On Tuesday (October 18) Nintendo celebrates the 20th anniversary of the American release of the Nintendo Entertainment System, a home console that rejuvenated a home video game industry burnt out by the early '80s rise and failure of Atari and Intellivision.
But back in mid-June of 1985, with the excitement of personal computers on the rise, some thought that the release of a new games-only machine was crazy talk. Consider the opinion of one critic from the Chicago Tribune after seeing the NES at a summer tech trade show:
"Best new system that doesn't have a chance: The Nintendo Entertainment System, a dedicated game machine that features a console, two controllers and a miniature robot. The robot doesn't do anything all that exciting, but the games do deliver on their promise of 'arcade-like graphics and action.' But will anybody today really shell out $150 for a computer that can only play games?"
Last month famed Nintendo designer Shigeru Miyamoto was in a forgiving mood regarding that bad call. "A lot of people make mistakes," he said during his first U.S. public appearance (see "Nintendo Fans Swarm Mario's Father During New York Visit"). "I think we can let that one slide."
The NES launched as the Famicom — short for Family Computer — in 1983. It was the first home gaming system from Nintendo, a former trading-card company that had climbed to video game prominence on the strength of a handheld system called "Game and Watch" and a successful line of arcade games that had reached worldwide smash status with 1981's "Donkey Kong."
"We had been making arcade games up until that point," Miyamoto said. "Our objective with the Nintendo entertainment system was to create the ultimate family entertainment system for the home."
There may have been financial advantages for plunging into the home market, but Miyamoto said he also thought some of Nintendo's games might fare better when played from the couch.
"At the time we had the original 'Mario Bros.' game in the arcade," he said. "That was a game where two players could play simultaneous together. And if the two players managed to cooperate, they could play for a very long time. But more often than not they found that competing with each other and stopping other people from stomping on the turtles was a lot more fun. And so people would go to the arcades and they would put a quarter in and start to play and they would start competing and it would end very quickly. We felt that wasn't the best way to play the game." At home such play styles wouldn't take all the players' quarters.

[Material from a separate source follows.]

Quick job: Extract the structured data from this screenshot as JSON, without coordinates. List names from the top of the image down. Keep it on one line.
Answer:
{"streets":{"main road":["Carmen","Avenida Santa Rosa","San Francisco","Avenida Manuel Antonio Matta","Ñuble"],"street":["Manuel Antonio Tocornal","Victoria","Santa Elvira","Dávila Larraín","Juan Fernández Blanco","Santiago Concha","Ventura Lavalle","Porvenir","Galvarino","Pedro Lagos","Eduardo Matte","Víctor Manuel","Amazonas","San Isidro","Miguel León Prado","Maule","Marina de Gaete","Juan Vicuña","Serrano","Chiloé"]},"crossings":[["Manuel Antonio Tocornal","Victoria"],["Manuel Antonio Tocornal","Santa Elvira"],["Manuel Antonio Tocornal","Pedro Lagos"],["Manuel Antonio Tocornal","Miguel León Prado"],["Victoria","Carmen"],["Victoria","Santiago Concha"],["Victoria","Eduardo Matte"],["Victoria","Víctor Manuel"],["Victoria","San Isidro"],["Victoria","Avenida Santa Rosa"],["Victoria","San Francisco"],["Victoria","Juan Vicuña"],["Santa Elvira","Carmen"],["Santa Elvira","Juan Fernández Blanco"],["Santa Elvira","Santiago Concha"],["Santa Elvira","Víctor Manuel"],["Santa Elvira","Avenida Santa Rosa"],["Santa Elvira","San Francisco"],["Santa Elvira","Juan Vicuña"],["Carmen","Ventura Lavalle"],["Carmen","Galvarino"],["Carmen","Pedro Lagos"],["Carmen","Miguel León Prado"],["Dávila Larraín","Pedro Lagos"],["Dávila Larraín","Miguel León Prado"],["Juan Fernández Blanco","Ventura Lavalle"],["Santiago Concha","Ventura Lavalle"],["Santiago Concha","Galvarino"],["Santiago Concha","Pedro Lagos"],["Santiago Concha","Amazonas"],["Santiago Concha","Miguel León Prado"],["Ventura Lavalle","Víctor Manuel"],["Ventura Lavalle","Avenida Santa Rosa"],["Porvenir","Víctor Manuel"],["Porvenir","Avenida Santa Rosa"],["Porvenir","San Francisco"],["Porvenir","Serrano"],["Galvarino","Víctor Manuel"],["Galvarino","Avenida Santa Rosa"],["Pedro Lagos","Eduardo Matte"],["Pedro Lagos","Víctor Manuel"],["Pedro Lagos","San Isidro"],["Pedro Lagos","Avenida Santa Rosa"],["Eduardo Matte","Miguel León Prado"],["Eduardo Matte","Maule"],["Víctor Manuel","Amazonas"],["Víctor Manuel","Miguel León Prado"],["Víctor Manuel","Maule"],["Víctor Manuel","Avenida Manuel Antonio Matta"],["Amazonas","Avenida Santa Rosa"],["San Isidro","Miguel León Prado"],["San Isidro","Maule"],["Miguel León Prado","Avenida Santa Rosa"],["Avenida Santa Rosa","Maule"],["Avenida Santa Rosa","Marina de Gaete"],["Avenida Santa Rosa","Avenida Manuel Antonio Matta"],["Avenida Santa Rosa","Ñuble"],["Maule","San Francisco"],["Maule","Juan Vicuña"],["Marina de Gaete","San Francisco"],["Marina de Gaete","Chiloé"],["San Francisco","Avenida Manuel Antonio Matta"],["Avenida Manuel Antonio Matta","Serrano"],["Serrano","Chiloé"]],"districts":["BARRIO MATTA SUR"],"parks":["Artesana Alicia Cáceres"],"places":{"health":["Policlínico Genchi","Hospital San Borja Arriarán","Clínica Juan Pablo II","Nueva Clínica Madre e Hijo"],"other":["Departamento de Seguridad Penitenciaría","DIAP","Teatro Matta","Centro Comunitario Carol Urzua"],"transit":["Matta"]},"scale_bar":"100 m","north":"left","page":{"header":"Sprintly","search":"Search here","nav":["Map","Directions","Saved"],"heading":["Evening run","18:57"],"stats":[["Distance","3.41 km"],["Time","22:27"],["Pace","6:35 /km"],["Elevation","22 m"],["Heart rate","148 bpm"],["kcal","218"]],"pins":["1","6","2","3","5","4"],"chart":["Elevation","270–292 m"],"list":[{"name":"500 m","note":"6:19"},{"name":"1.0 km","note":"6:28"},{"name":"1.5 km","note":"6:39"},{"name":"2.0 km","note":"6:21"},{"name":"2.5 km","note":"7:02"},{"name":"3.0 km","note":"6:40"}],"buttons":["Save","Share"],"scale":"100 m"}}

The NES launch in America was a modest affair. The system was tested in New York and didn't roll out to most of the rest of the country until 1986. Part of the system's innovation was a rectangular controller that had two action buttons and a plus-shaped pad for movement — a significant departure from the joysticks of the Atari era. The controller design would influence gamepads for decades to come.
Less lasting influences was the light-gun called the "Zapper," which led many a player to futilely trying to shoot dead the dog from "Duck Hunt"; and "R.O.B.," the robot who could be set up to play the system's second controller.

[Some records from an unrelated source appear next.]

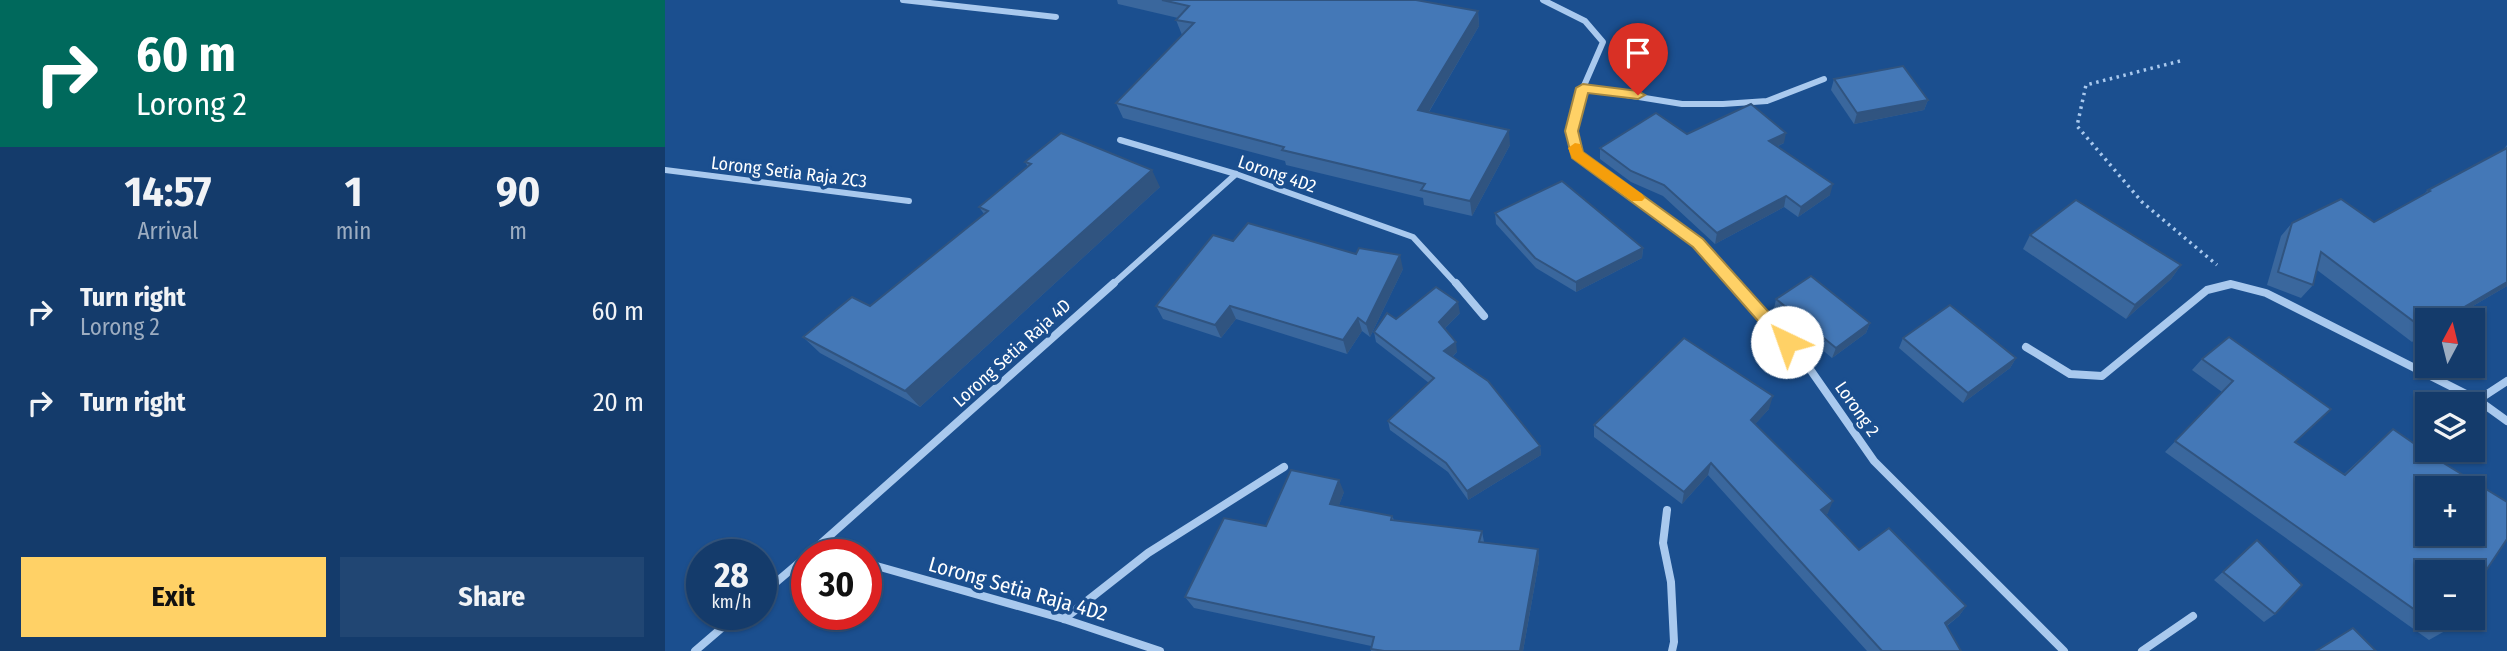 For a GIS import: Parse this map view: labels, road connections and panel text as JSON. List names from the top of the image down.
{
  "streets": {
    "street": [
      "Lorong Setia Raja 2C3",
      "Lorong 4D2",
      "Lorong Setia Raja 4D",
      "Lorong 2",
      "Lorong Setia Raja 4D2"
    ]
  },
  "crossings": [
    ["Lorong 4D2", "Lorong Setia Raja 4D"]
  ],
  "north": "top",
  "page": {
    "turn": ["60 m", "Lorong 2"],
    "eta": [
      "14:57",
      "Arrival",
      "1",
      "min",
      "90",
      "m"
    ],
    "list": [
      {
        "name": "Turn right",
        "note": "Lorong 2",
        "value": "60 m"
      },
      {
        "name": "Turn right",
        "value": "20 m"
      }
    ],
    "map_buttons": ["+", "−"],
    "speed": "28 km/h",
    "limit": "30",
    "buttons": ["Exit", "Share"]
  }
}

What the NES launch in America had on the one hand in Japan was an immediate introduction of what would be the era's most influential game — "Super Mario Bros." Launched in Japan in September 1985, the game quickly followed for American release. In Japan, in fact, the game was intended to be the last hurrah for the Famicom. Miyamoto said his team of designers was preparing to work on games for a new disk-based system and close the cartridge-based Famicom with a bang.

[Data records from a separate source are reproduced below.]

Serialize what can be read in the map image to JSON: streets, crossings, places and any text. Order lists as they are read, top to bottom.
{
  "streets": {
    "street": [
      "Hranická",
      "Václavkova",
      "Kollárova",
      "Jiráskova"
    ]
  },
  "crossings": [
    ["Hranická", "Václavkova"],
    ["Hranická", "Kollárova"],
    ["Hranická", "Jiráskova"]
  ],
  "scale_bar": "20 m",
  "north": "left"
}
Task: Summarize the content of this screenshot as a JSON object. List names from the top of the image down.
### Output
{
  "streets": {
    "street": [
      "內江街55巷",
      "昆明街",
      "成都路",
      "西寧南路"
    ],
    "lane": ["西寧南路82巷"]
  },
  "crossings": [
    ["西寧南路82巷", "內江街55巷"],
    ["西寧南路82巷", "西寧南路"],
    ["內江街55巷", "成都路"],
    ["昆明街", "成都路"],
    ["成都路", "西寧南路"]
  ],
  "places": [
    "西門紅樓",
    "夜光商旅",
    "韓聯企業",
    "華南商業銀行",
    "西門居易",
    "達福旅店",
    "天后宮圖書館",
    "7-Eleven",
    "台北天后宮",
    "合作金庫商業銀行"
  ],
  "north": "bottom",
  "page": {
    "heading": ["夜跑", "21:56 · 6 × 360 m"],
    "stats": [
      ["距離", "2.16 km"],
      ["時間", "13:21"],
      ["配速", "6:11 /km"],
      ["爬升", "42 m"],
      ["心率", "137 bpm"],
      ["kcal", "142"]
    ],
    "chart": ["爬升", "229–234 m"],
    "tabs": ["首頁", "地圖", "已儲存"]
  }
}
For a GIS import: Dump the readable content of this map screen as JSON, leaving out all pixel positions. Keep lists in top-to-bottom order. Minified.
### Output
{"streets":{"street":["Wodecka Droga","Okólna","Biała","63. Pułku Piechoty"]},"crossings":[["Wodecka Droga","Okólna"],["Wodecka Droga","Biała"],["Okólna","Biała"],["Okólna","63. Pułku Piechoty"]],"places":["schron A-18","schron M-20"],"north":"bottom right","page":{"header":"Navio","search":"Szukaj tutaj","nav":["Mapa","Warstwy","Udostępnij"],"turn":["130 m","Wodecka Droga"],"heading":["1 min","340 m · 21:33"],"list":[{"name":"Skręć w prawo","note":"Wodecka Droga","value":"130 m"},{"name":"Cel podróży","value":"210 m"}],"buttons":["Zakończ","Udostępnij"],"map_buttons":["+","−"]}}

"We wanted to create the ultimate gaming experience," he said. "We wanted to take all of our experience and all of our know-how in creating cartridge-based games and plough that into making the best ultimate cartridge-based game we could make. And players could experience things that they've never experienced before and go places — whether they're below ground or above ground — in different worlds. That was the original plan, and that's how 'Super Mario Bros.' came to be."
Instead "Super Mario Bros." would cement the NES and Famicom's place as the definitive gaming console to own for another half decade. Worldwide the system sold more than 60 million units and more than 500 million games, according to Nintendo. The top sellers in the U.S. would turn out to be "Super Mario Bros. 3" — immortalized in the near-NES-infomercial 1989 Fred Savage movie "The Wizard" — followed by "Super Mario Bros. 2" and "The Legend of Zelda."
Nintendo stopped supporting the NES in 1995, by which time even its successor, the Super Nintendo, was on its way out the door. With key patents expired, outside companies are now free to keep the machine alive. A small Los Angeles company, Messiah Entertainment, has promised to release this week the NEX, a system that plays NES games and even enhances the experience with wireless controllers and the ability to play rare Japan-only Famicom games. Homebrew developers still make new games for the machine.
The NES will also see another revival of sorts next year when Nintendo's next system, codenamed the Revolution, will be released. Nintendo executives have indicated that fans will be able to download and play all of the Nintendo-made games from the NES library. They've even noted that the system's unorthodox new controller, when turned on its side, has a button configuration and form factor that clearly resembles that of the original NES (see "Nintendo Revolution Controller Unveiled, And It's Revolutionary").
The system lives on, with one caveat: Blowing on the cartridges still does not bring the games back to life.